Rain, wind and weeds

With the right conditions, it is possible to throw enough soil into the rows to bury emerging weeds without smothering the crop, achieving almost complete weed control without any hand work.

A string of depressions and associated weather fronts sweeping in off the Atlantic have given us three inches of much-needed rain. The accompanying winds damaged three polytunnels, and ravaged delicate crops of pumpkin and squash, but we are not complaining; seeing struggling, newly planted crops revive after a good drink, standing up and extending their roots into the warm, moist soil, makes the damage a minor detail.

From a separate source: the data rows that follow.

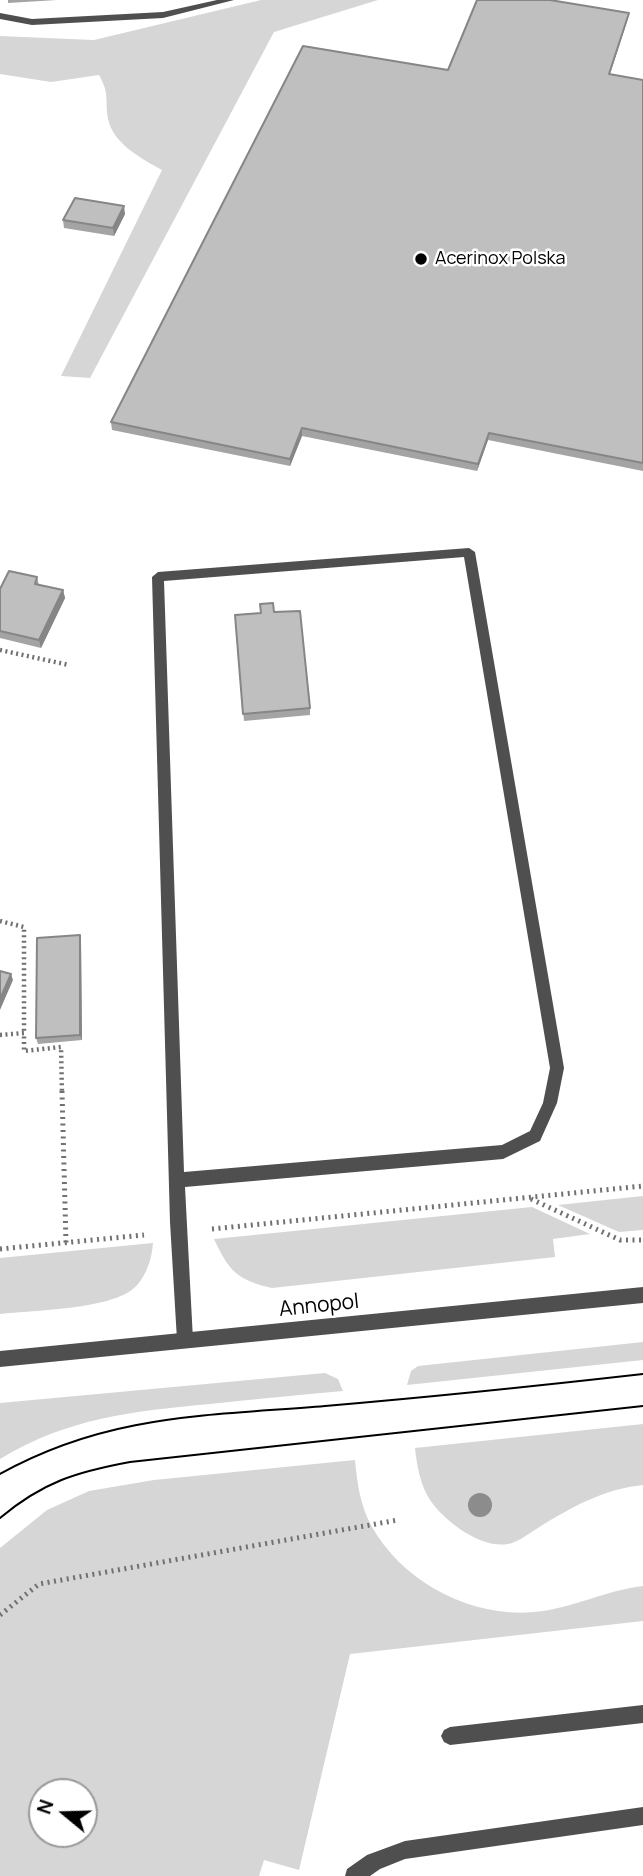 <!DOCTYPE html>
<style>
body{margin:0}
#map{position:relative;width:643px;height:1876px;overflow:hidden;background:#fff;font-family:Manrope,sans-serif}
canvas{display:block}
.north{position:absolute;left:28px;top:1778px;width:70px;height:70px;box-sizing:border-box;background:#fff;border:2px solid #999;border-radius:50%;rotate:289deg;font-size:19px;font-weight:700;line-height:28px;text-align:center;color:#000}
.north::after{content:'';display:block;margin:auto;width:24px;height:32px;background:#000;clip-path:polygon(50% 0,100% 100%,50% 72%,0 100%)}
</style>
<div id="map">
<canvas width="643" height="1876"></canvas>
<div class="north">N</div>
</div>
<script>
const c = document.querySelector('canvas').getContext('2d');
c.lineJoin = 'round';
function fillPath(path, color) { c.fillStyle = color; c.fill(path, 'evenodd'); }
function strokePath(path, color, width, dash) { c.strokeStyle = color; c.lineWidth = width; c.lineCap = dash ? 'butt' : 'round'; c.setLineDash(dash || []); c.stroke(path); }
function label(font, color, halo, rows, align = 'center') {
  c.font = font + ' Manrope,sans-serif'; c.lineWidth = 5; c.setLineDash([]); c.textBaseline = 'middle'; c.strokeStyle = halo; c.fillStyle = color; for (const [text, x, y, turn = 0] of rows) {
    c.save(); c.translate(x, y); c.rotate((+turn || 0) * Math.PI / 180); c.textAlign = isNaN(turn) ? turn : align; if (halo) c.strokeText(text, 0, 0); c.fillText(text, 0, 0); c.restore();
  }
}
fillPath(new Path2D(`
 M261 0H378L274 32 90 378 61 376 162 170C139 157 109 142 107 112 106 95 108 91 99 75L51 82 0 74V36L94 40Z
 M643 1196V1230L619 1232 558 1205Z
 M532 1207 590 1234 553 1239 555 1257 272 1288C237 1280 229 1271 214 1239Z
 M153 1243C152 1258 147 1273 138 1284 118 1310 33 1310 0 1314V1258Z
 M643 1342V1360L407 1385 411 1371 418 1366Z
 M325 1373 338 1379 343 1391C299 1395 254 1399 210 1404 134 1411 67 1418 0 1459V1403Z
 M643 1424V1485C605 1489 576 1505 544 1524 534 1530 523 1539 512 1543 484 1552 444 1521 430 1500 420 1484 417 1466 415 1448Z
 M355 1460C357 1482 360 1506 372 1527 403 1582 471 1618 534 1612 571 1609 606 1590 643 1586V1621L350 1654 299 1870 264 1860 259 1876H0V1548L47 1510 89 1491 154 1480ZM42 1792H84V1834H42Z`), '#d6d6d6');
strokePath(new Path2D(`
 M0 650 69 665
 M0 921 24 927V1033
 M0 1035 24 1033V1051L61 1047 62 1093`), '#717171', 4.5, [2, 3.5]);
strokePath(new Path2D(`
 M62 1091 66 1243
 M531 1199 620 1240H643
 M212 1229 643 1186
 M0 1249 144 1235
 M0 1615 39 1584 398 1520`), '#717171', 5, [2, 4.5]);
fillPath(new Path2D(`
 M217 0H234L163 18 32 25 0 19V13L32 19 163 12Z
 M469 548 475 552 564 1068 557 1103 540 1141 503 1159 185 1187 193 1340 191 1346 185 1348 179 1346 177 1340 170 1222 152 577 158 572ZM464 557 550 1068 543 1103 530 1131 502 1145 184 1172 164 581Z
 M643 1705V1723L450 1745 444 1742 441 1736 444 1730 450 1727Z
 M643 1807V1825L405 1859 380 1869 370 1876H345L347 1869 367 1855 405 1841Z`), '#4f4f4f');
fillPath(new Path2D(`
 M643 1287V1303L0 1367V1351Z`), '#4f4f4f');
strokePath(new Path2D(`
 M0 1474C108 1414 206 1416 325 1406 431 1397 537 1386 643 1374
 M0 1518C43 1482 76 1472 130 1462L643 1406`), '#000', 2);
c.fillStyle = '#8c8c8c';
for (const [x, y] of [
 [480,1505]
]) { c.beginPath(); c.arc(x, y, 12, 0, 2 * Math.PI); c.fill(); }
fillPath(new Path2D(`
 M8 0H57L8 3Z
 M627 21 610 74 643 80V471L488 440 477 471 302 436 290 466 112 430 111 422 448 70Z
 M125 214 114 236 64 228 63 220Z
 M37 577 39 585 63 590 65 598 41 648 0 638V589Z
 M274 612 310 708V715L244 721 235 615Z
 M80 935 81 941 82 1040 38 1044 36 1038Z`), '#a4a4a4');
fillPath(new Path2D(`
 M629 13 627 21 607 82 609 74Z
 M124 206 125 214 114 236 113 228Z
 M302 428V436L290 466V459Z
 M489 433 488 440 477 471 478 464Z
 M63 590 65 598 41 648 39 640Z
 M80 935 81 941 82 1040 80 1035Z
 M11 974 13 980 0 1010V999Z`), '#868686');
const building = new Path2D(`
 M477 0H550L629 13 609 74 643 80V463L489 433 478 464 302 428 290 459 111 422 303 46 448 70Z
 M75 198 124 206 113 228 63 220Z
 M9 571 37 577 35 584 63 590 39 640 0 631V589Z
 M273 603 274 612 300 611 310 708 243 714 235 615 261 613 260 604Z
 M80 935V1035L36 1038 37 938Z
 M0 971 11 974 0 999Z`);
fillPath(building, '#bfbfbf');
strokePath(building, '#868686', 2);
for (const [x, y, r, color] of [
 [421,259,7,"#000"]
]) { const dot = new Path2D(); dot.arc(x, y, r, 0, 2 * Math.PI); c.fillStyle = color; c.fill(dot); strokePath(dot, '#fff', 2.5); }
label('18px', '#000', '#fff', [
 ["Acerinox Polska",435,259]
], 'left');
label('21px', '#000', '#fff', [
 ["Annopol",319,1306,-6]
]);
</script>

The rain has brought an inevitable flush of weeds. Provided we get the timing right, for the more vigorous crops like cabbage we can cultivate between the rows with various weeding machinery: scuffles, brush hoes, finger tines, discs and ridging bodies. With the right conditions, it is possible to throw enough soil into the rows to bury emerging weeds without smothering the crop, thereby achieving almost complete weed control without any hand work. Success is down to strong plants, good timing, and obsessive attention to detail.

Soil
Weeding is an essential yet laborious task for any organic grower. 

For the last few days, Jaap, a visiting Dutch agriculture student whose family farm the billiard-table-flat, stoneless polders north of Amsterdam, has been steering the brush hoe (with rotating, flexible brushes that nimbly uproot weeds as it rolls). Watching him bumping along on our precipitous slopes, with the machine bouncing around the slate and granite stones that litter our fields, I suspect he thinks we are insane. Perhaps it is time to invest in a stone-picking machine – though it feels wrong to part our soil from the stones that will eventually weather into the soil of future generations.

Another visitor, Timothy Njakasi, an old friend from Uganda, thinks we should use the stones to build terraces as he has on his farm; it would be beautiful, but while only 0.7 per cent of the UK’s GDP goes to farmers, the Herculean effort would certainly bankrupt us. Something must be wrong with a market where food is too cheap to warrant looking after the soil it comes from.

Despite the stones, slopes and lack of tropical sunshine, the thing that both Jaap and Timothy admire about Riverford is the close relationship with you, our customers. When we sow a seed, we know that the cabbage, lettuce or leek, if halfway decent, will be sold for the pre-agreed price; a luxury very few first or third world farmers enjoy.